## [Task data]
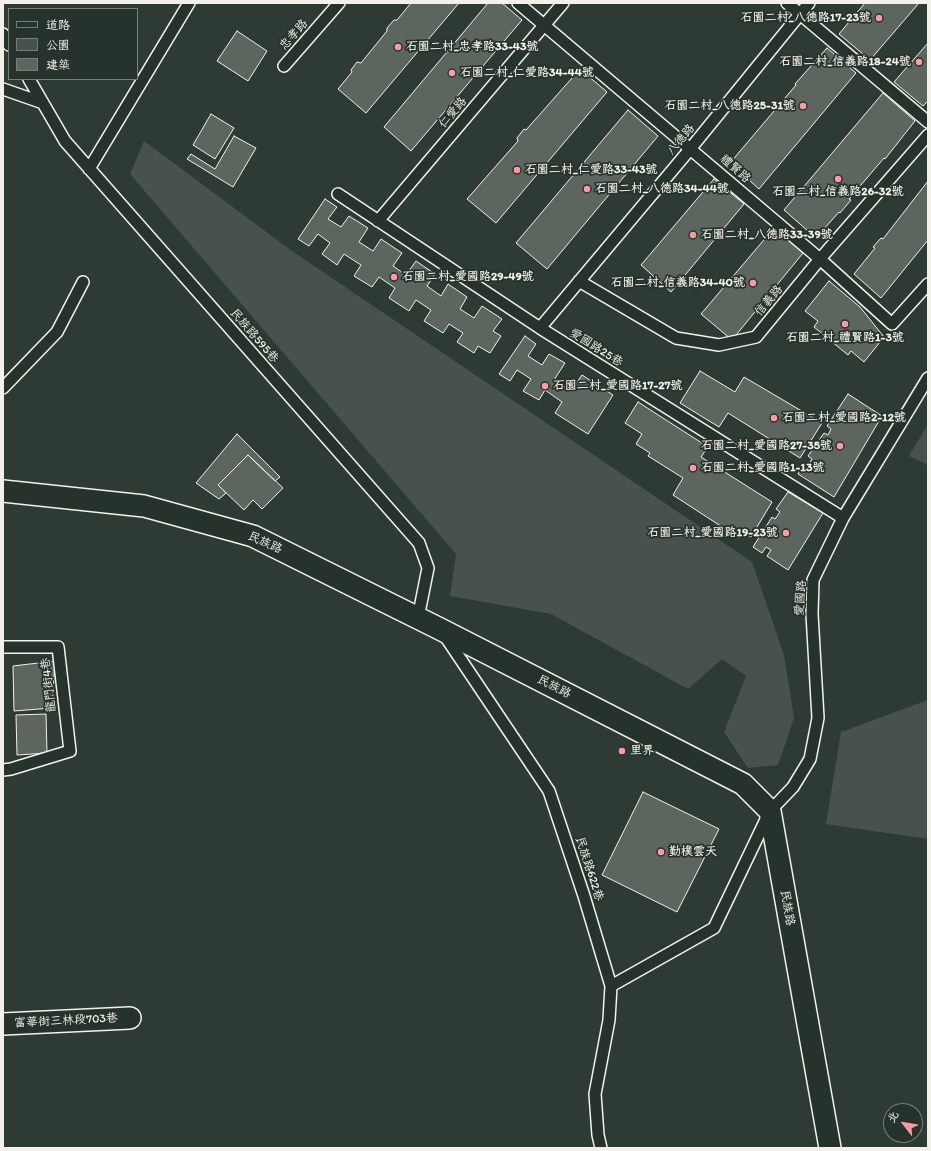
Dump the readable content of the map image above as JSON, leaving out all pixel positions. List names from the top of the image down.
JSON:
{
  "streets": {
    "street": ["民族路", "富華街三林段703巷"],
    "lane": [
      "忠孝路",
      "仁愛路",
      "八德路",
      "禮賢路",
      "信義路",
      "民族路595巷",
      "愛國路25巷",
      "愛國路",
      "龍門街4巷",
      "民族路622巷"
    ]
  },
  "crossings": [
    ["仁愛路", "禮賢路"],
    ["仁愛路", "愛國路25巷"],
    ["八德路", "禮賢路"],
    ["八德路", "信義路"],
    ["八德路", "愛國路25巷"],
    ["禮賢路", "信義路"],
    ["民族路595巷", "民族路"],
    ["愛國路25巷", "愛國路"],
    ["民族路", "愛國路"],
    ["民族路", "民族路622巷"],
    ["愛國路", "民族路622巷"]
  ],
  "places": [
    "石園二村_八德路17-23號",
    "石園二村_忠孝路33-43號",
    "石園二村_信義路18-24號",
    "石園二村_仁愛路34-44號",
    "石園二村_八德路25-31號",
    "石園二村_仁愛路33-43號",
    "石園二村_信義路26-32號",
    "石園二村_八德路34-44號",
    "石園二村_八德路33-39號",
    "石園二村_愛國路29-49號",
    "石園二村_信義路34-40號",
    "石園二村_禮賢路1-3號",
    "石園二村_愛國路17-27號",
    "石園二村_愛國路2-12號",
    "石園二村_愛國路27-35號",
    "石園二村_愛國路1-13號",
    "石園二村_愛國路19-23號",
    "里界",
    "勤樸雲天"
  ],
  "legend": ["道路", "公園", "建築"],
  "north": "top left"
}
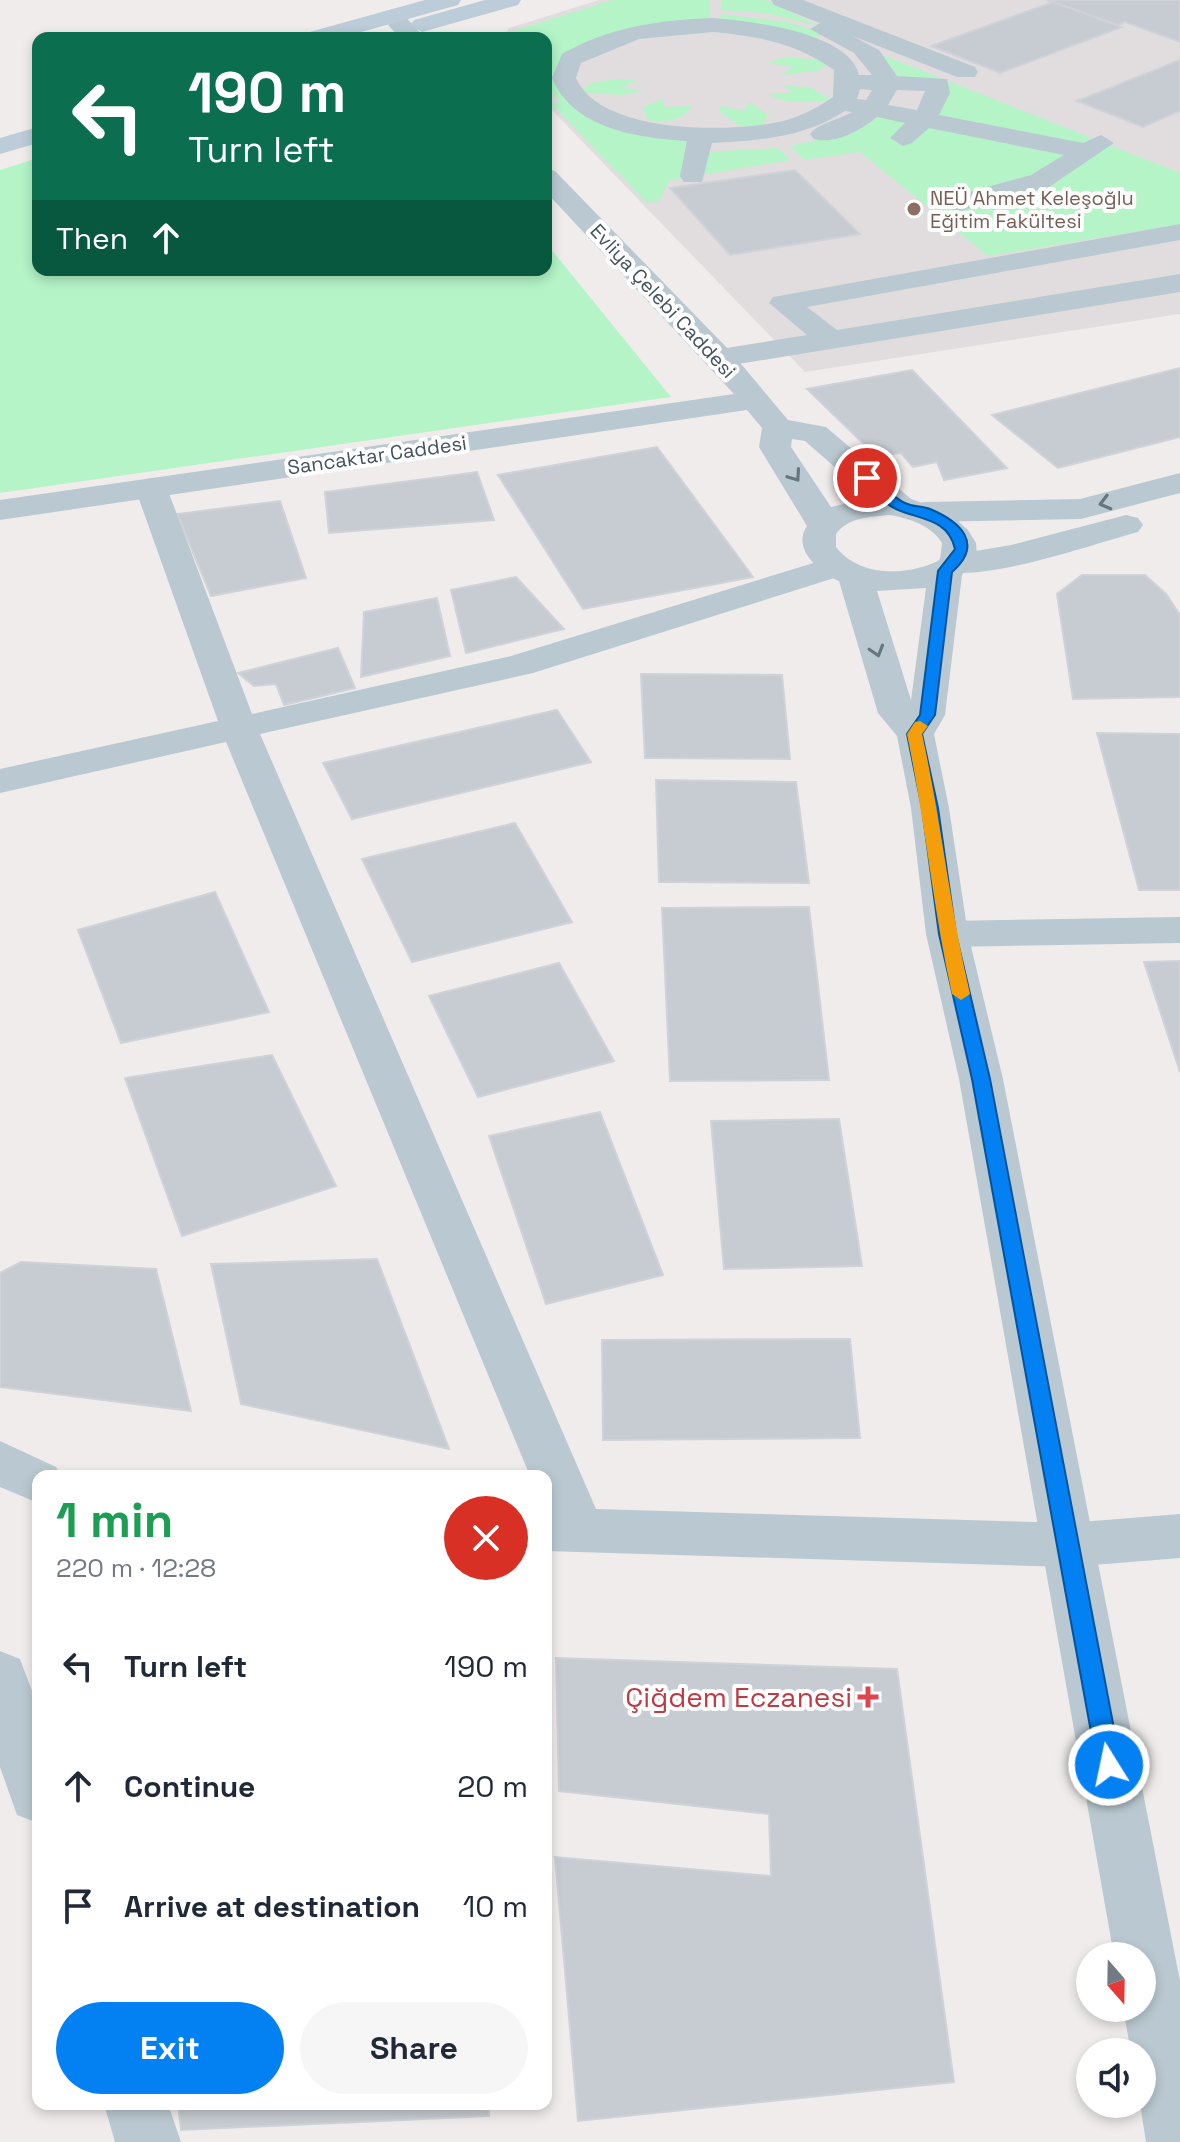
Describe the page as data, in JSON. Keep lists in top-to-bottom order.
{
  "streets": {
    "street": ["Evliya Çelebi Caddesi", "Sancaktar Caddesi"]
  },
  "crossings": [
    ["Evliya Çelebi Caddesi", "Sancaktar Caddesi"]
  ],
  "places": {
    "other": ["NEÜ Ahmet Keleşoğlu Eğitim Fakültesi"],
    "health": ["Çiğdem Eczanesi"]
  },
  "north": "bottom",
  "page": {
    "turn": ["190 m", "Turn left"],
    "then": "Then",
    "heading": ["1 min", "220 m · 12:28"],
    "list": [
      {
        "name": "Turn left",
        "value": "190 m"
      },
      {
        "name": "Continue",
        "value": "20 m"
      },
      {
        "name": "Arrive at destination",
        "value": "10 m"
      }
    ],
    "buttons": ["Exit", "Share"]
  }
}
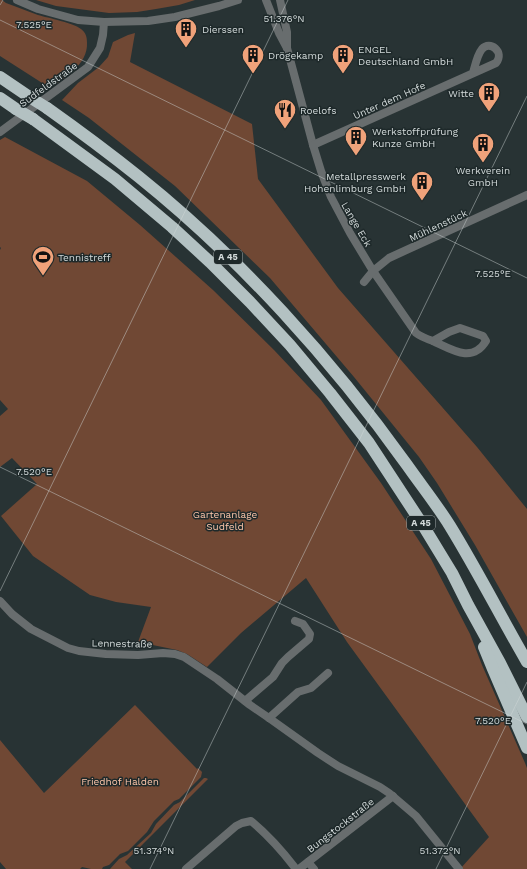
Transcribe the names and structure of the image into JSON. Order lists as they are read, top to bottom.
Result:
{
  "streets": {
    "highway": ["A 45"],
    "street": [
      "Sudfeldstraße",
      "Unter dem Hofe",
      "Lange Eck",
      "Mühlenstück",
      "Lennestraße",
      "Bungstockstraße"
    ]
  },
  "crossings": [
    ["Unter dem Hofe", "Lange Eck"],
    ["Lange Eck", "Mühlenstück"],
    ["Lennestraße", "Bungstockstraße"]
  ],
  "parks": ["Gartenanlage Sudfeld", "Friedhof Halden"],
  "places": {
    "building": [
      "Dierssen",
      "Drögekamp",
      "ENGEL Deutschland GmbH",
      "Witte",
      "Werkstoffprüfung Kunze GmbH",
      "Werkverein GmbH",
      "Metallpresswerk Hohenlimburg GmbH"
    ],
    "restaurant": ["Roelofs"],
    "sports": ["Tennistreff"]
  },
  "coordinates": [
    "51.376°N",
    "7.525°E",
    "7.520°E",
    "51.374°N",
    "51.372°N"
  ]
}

## [Your assignment]
In the records above, each line with the string "image" should be copied.

## [Reply to the exercise]
Dump the readable content of the map image above as JSON, leaving out all pixel positions. List names from the top of the image down.
Transcribe the names and structure of the image into JSON. Order lists as they are read, top to bottom.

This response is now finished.